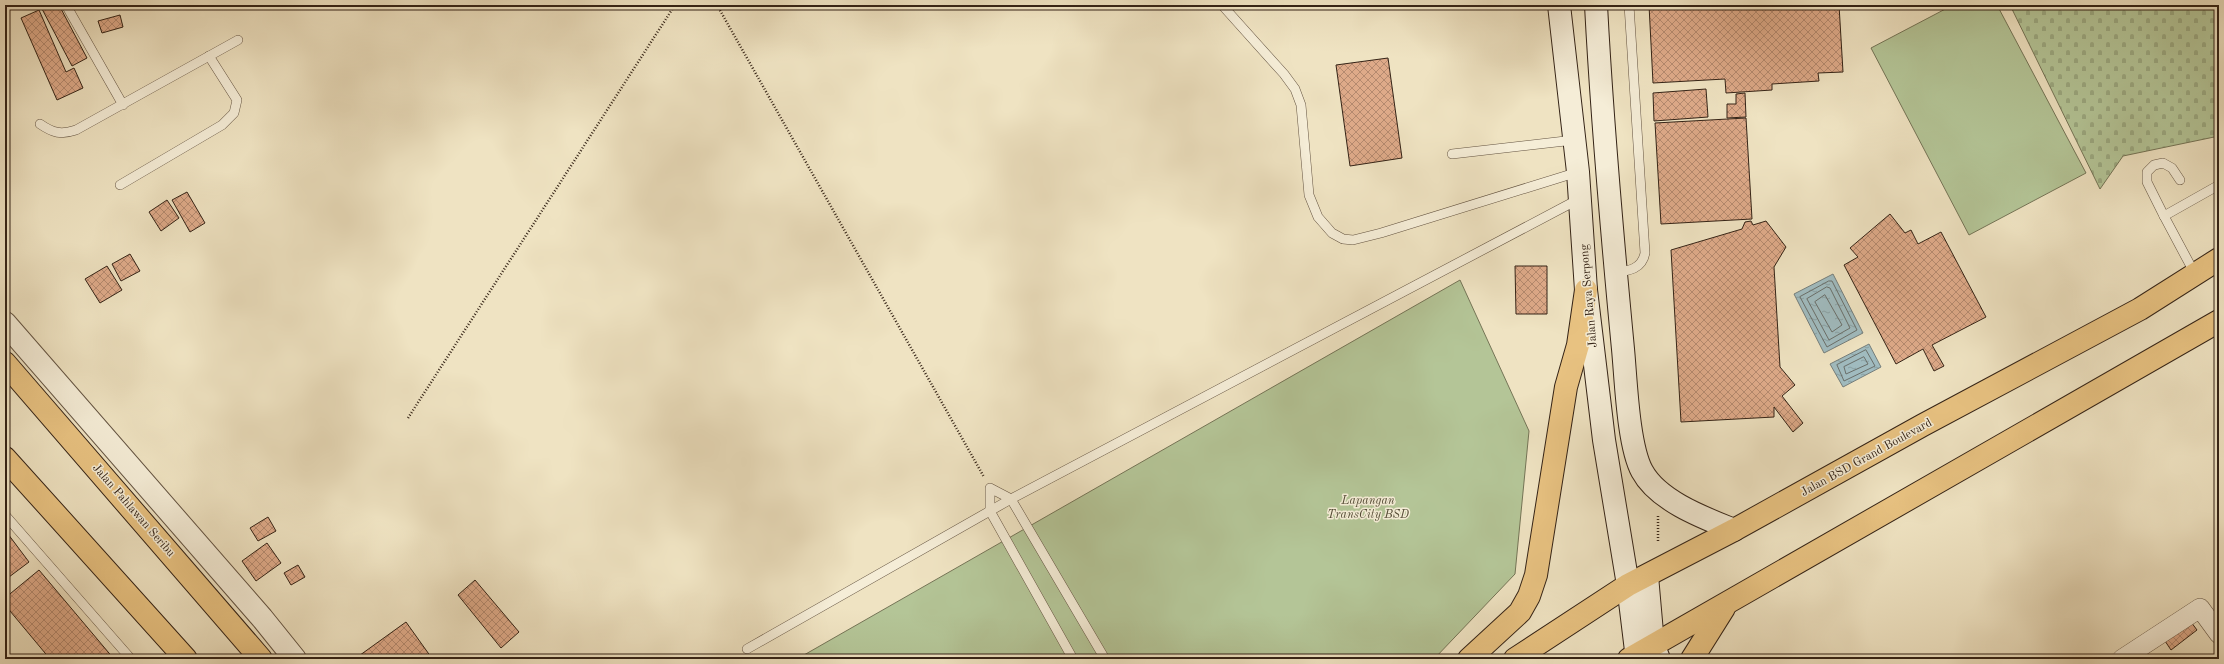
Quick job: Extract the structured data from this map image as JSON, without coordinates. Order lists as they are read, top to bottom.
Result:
{
  "streets": {
    "main road": ["Jalan Raya Serpong", "Jalan BSD Grand Boulevard", "Jalan Pahlawan Seribu"]
  },
  "crossings": [
    ["Jalan Raya Serpong", "Jalan BSD Grand Boulevard"]
  ],
  "parks": ["Lapangan TransCity BSD"]
}
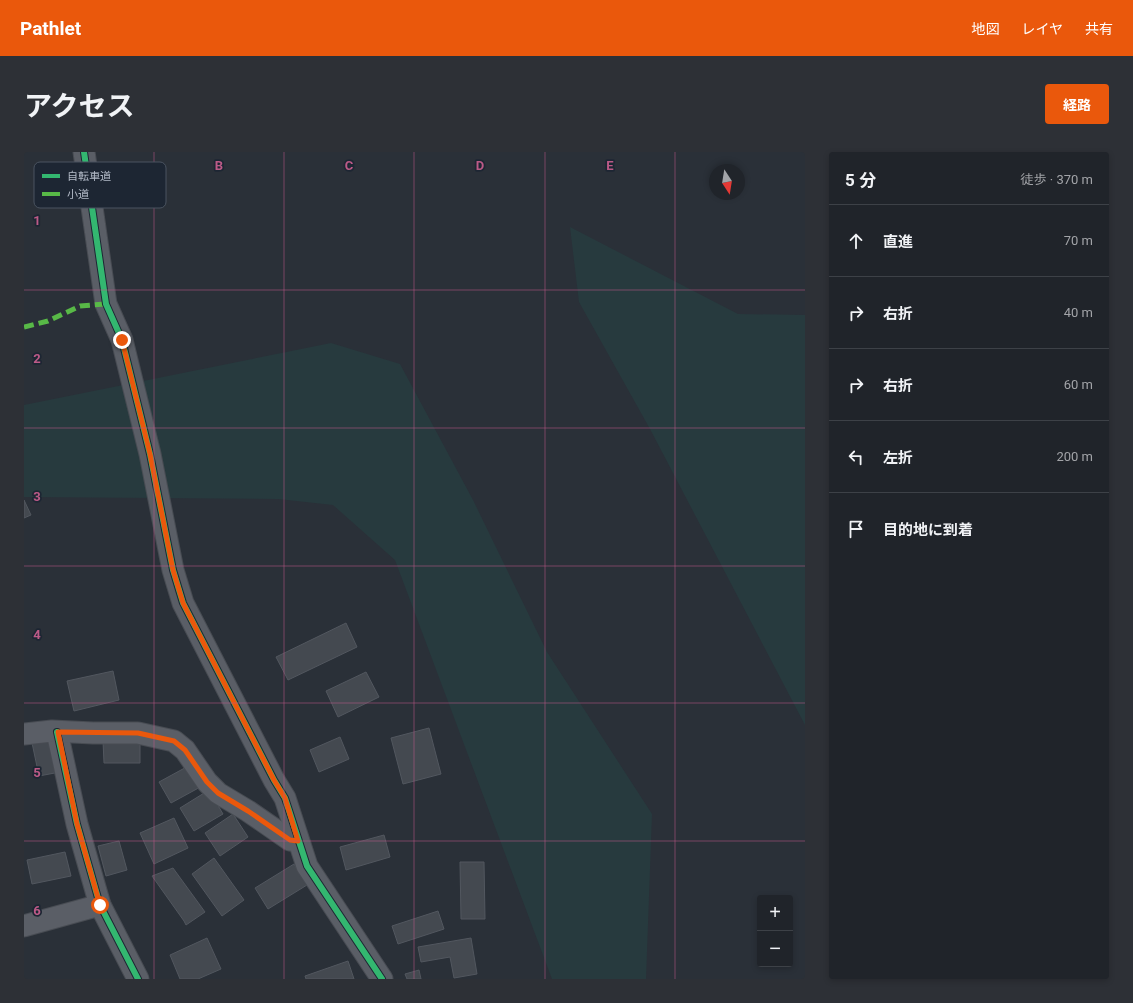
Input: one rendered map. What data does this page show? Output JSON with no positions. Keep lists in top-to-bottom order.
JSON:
{
  "legend": ["自転車道", "小道"],
  "north": "bottom",
  "page": {
    "header": "Pathlet",
    "nav": ["地図", "レイヤ", "共有"],
    "title": "アクセス",
    "buttons": "経路",
    "heading": ["5 分", "徒歩 · 370 m"],
    "list": [
      ["直進", "70 m"],
      ["右折", "40 m"],
      ["右折", "60 m"],
      ["左折", "200 m"],
      "目的地に到着"
    ],
    "map_buttons": ["+", "−"]
  },
  "grid": {
    "columns": [
      "B",
      "C",
      "D",
      "E"
    ],
    "rows": [
      "1",
      "2",
      "3",
      "4",
      "5",
      "6"
    ]
  }
}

_EXERCISE PROMPT_. Write out, exactly and with no pictures, the lines of the data from the first through the line containing "Input: one rendered".

_SOLUTION TO THE PROBLEM_.
Quick job: Extract the structured data from this map image as JSON, without coordinates. Order lists as they are read, top to bottom.
Result:
{
  "streets": {
    "main road": ["Jalan Raya Serpong", "Jalan BSD Grand Boulevard", "Jalan Pahlawan Seribu"]
  },
  "crossings": [
    ["Jalan Raya Serpong", "Jalan BSD Grand Boulevard"]
  ],
  "parks": ["Lapangan TransCity BSD"]
}
Input: one rendered map. What data does this page show? Output JSON with no positions. Keep lists in top-to-bottom order.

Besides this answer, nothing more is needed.